After many ups and downs, his team isolated a marker, a section of DNA that was found only in the narcoleptic dogs and therefore had to contain the faulty gene. "It was a huge portion of dog chromosome 12," he recalls. The researchers slowly made their way along this stretch of DNA, seeking the guilty gene with the help of several hundred DNA-sequencing machines. Finally, in 1999, they zeroed in on a gene that, when normal, encodes a receptor that sits on the surface of nerve cells and brings news of incoming small peptide hormones, called neuropeptides. When mutated, the gene (called Hypocretin receptor 2, or Hcrtr2) was clearly responsible for the dogs' narcolepsy.

PATHS MERGE
A year earlier, while working with mice, Masashi Yanagisawa had discovered the gene for a neuropeptide that binds this receptor—but he did not know it had anything to do with narcolepsy. Both groups were astounded at what Mignot calls "this amazing convergence." It was especially surprising because Yanagisawa had not even planned to study sleep.

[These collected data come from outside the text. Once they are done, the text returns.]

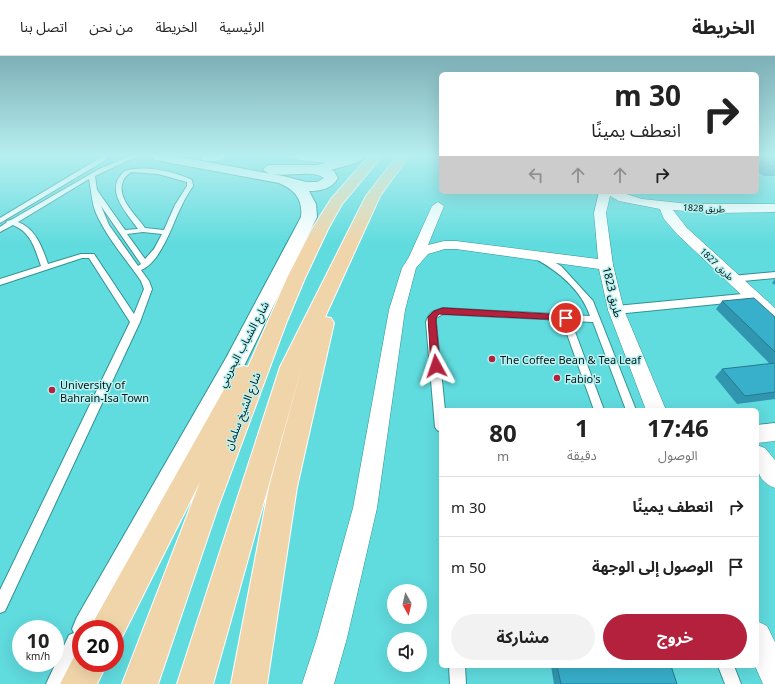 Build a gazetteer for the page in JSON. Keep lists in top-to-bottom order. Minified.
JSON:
{"streets":{"main road":["شارع الشيخ سلمان"],"street":["طريق 1828","طريق 1827","طريق 1823","شارع الشباب البحريني"]},"crossings":[["طريق 1828","طريق 1827"],["طريق 1828","طريق 1823"]],"places":["The Coffee Bean & Tea Leaf","Fabio's","University of Bahrain-Isa Town"],"north":"bottom","page":{"header":"الخريطة","nav":["الرئيسية","الخريطة","من نحن","اتصل بنا"],"turn":["30 m","انعطف يمينًا"],"eta":["17:46","الوصول","1","دقيقة","80","m"],"list":[{"name":"انعطف يمينًا","value":"30 m"},{"name":"الوصول إلى الوجهة","value":"50 m"}],"buttons":["خروج","مشاركة"],"speed":"10 km/h","limit":"20"}} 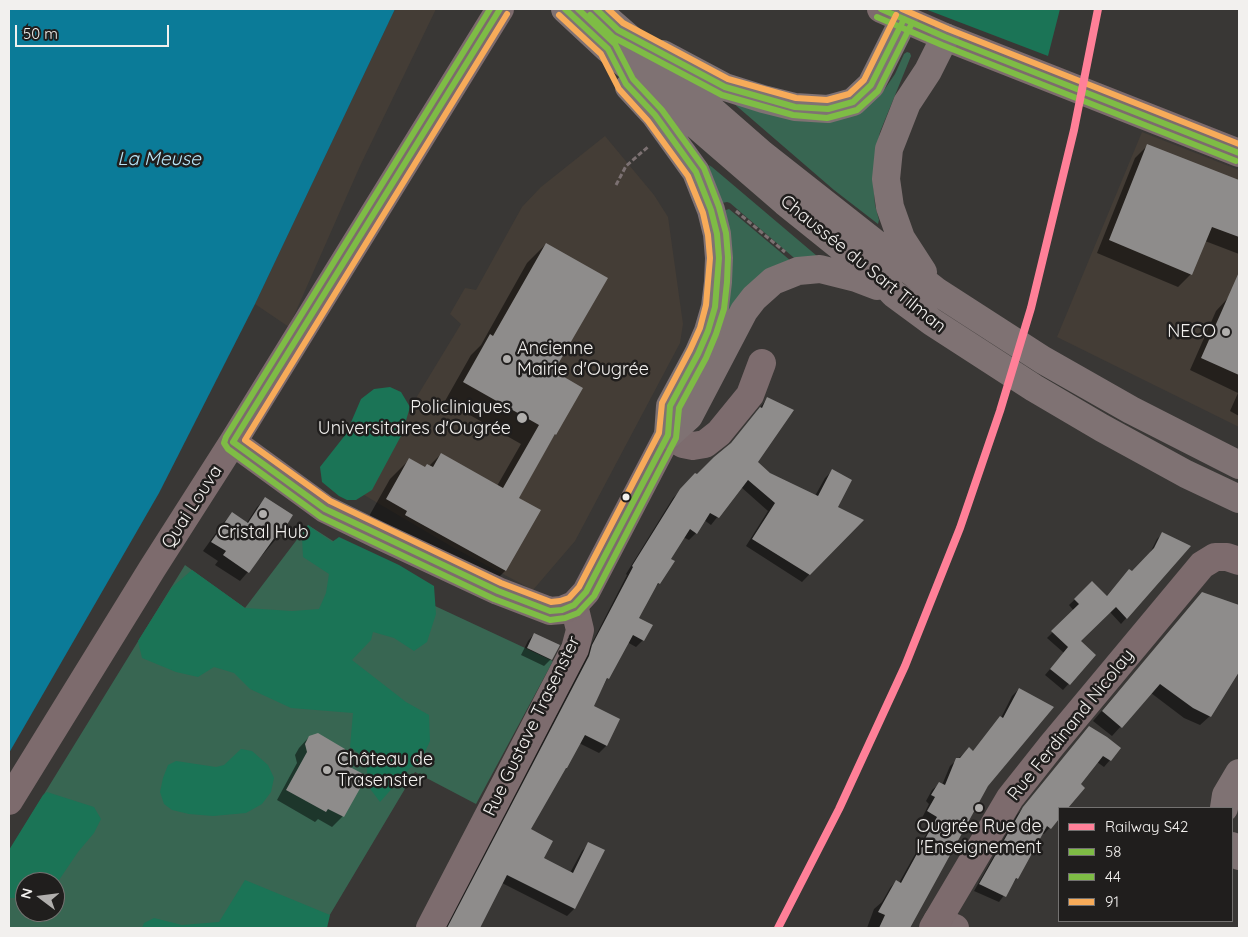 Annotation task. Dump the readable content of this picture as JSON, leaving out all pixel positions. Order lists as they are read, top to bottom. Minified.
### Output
{"streets":{"highway":["Chaussée du Sart Tilman"],"main road":["Quai Louva","Rue Ferdinand Nicolay"],"street":["Rue Gustave Trasenster"]},"water":["La Meuse"],"places":["NECO","Ancienne Mairie d'Ougrée","Policliniques Universitaires d'Ougrée","Cristal Hub","Château de Trasenster","Ougrée Rue de l'Enseignement"],"lines":["rail line S42","transit line 58","transit line 44","transit line 91"],"legend":["Railway S42","58","44","91"],"scale_bar":"50 m","north":"left"} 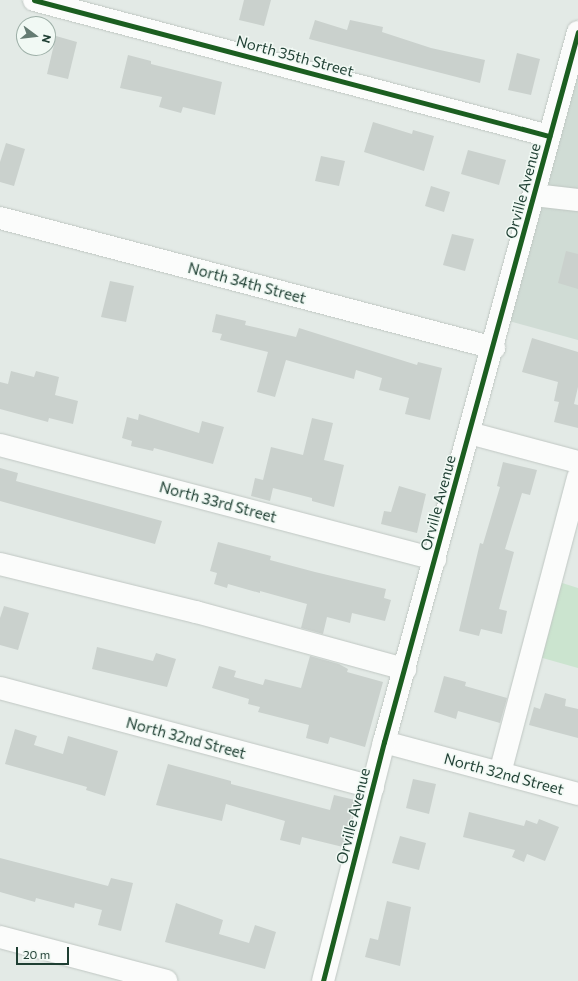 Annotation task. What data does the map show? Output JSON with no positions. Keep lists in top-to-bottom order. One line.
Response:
{"streets":{"street":["North 35th Street","Orville Avenue","North 34th Street","North 33rd Street","North 32nd Street"]},"crossings":[["North 35th Street","Orville Avenue"],["Orville Avenue","North 34th Street"],["Orville Avenue","North 33rd Street"],["Orville Avenue","North 32nd Street"]],"scale_bar":"20 m","north":"right"} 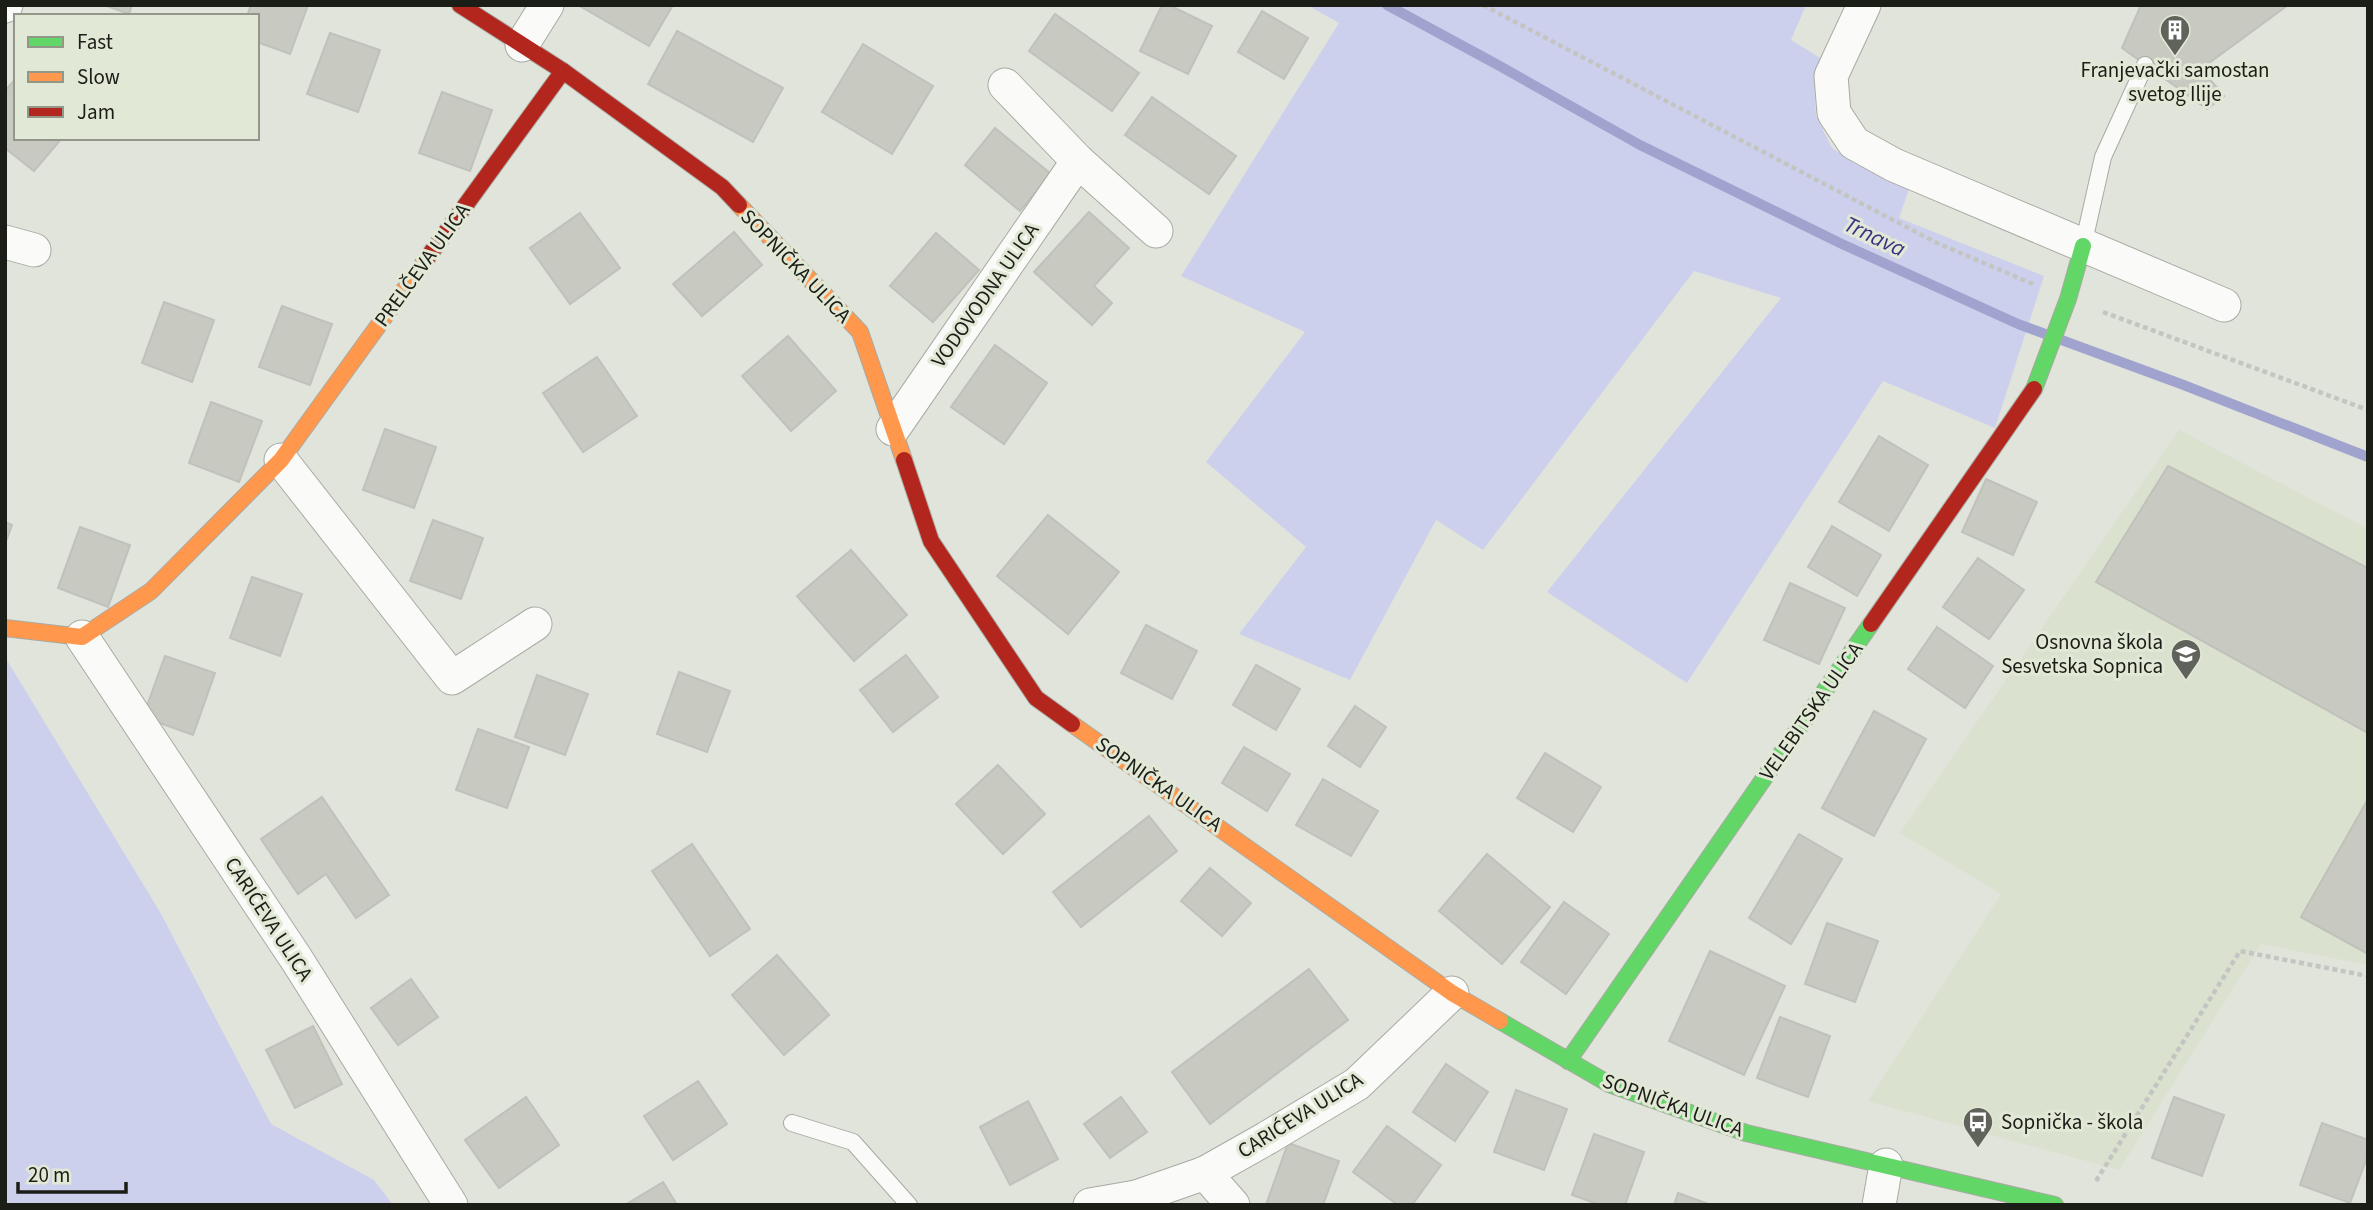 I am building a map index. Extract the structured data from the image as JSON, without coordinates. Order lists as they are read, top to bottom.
{
  "streets": {
    "street": [
      "PRELČEVA ULICA",
      "SOPNIČKA ULICA",
      "VODOVODNA ULICA",
      "VELEBITSKA ULICA",
      "CARIĆEVA ULICA"
    ]
  },
  "crossings": [
    ["PRELČEVA ULICA", "SOPNIČKA ULICA"],
    ["PRELČEVA ULICA", "CARIĆEVA ULICA"],
    ["SOPNIČKA ULICA", "VODOVODNA ULICA"],
    ["SOPNIČKA ULICA", "VELEBITSKA ULICA"],
    ["SOPNIČKA ULICA", "CARIĆEVA ULICA"]
  ],
  "water": ["Trnava"],
  "places": {
    "building": ["Franjevački samostan svetog Ilije"],
    "school or university": ["Osnovna škola Sesvetska Sopnica"],
    "bus stop": ["Sopnička - škola"]
  },
  "legend": ["Fast", "Slow", "Jam"],
  "scale_bar": "20 m"
} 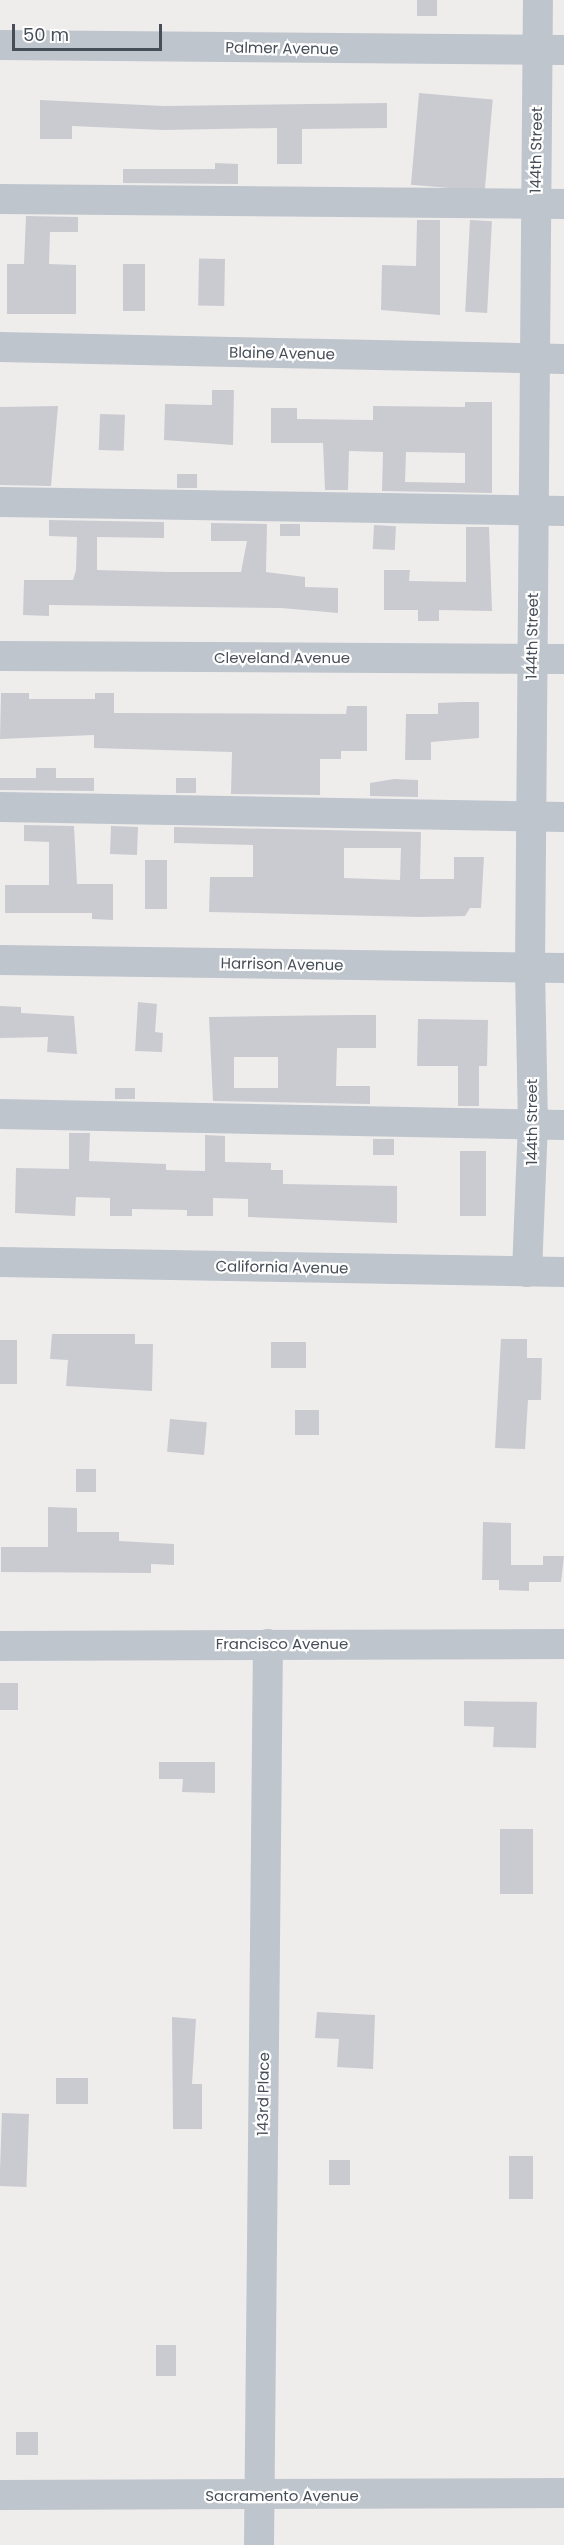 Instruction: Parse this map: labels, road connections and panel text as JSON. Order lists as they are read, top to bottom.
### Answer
{
  "streets": {
    "street": [
      "Palmer Avenue",
      "144th Street",
      "Blaine Avenue",
      "Cleveland Avenue",
      "Harrison Avenue",
      "California Avenue",
      "Francisco Avenue",
      "143rd Place",
      "Sacramento Avenue"
    ]
  },
  "crossings": [
    ["Palmer Avenue", "144th Street"],
    ["144th Street", "Blaine Avenue"],
    ["144th Street", "Cleveland Avenue"],
    ["144th Street", "Harrison Avenue"],
    ["144th Street", "California Avenue"],
    ["Francisco Avenue", "143rd Place"],
    ["143rd Place", "Sacramento Avenue"]
  ],
  "scale_bar": "50 m"
}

Yanagisawa's goal was to find previously unknown chemical messengers in the body. He was particularly interested in the neuropeptides, which regulate such essential functions as circulation, eating and sleep, and he had figured out an ingenious way to seek them out. First he looked through the newly sequenced human genome and picked out several hundred genes whose DNA followed a particular pattern—that of the G protein–coupled receptors, which usually play important roles in the brain—but whose specific functions were still a mystery. Then he inserted these genes into mouse cells, signaling the cells to produce the corresponding receptor proteins. The newly made receptors attracted neuropeptides, which then bound to them.

It was while "fishing" for neuropeptides in this way that Yanagisawa discovered a pair of them that seemed to control appetite. When he injected these neuropeptides into the brains of rats, "this caused them to eat much more," he recalls. So he named these agents "orexins A and B," after the Greek word for appetite.

His group then generated mice whose orexin genes had been knocked out. Nothing dramatic happened to the mice during the day, which is when mice sleep. But when the researchers used infrared video to record the activities of these mice at night, when the animals normally feed and play, they noticed that the mice would unaccountably collapse, seemingly asleep for a minute or so, many times during the night.

"At first we thought it was some kind of seizure disorder," says Yanagisawa. "Could it be petit mal epilepsy without the shaking? Then we realized these mice actually had a sleep disorder that looked like narcolepsy."

Despite their different names, Yanagisawa's orexins and Mignot's hypocretins soon proved to be one and the same. "We're very glad that we contributed to discovering the fundamental molecular cause of narcolepsy," says Yanagisawa. "Now we can try to develop a fundamental cure for it."

BETTER TREATMENTS
The standard treatment for narcolepsy used to be stimulant drugs such as Dexedrine, a type of amphetamine. These stimulants did keep people awake, but they also produced jitteriness and interfered with nighttime sleep. As a result, patients often took sleeping pills, and many of them ended up addicted to both kinds of drugs. A more recent stimulant drug, modafinil, works better, but its molecular targets are unknown. Furthermore, modafinil does not prevent attacks of cataplexy, for which patients must take tricyclic antidepressants (which have their own side effects).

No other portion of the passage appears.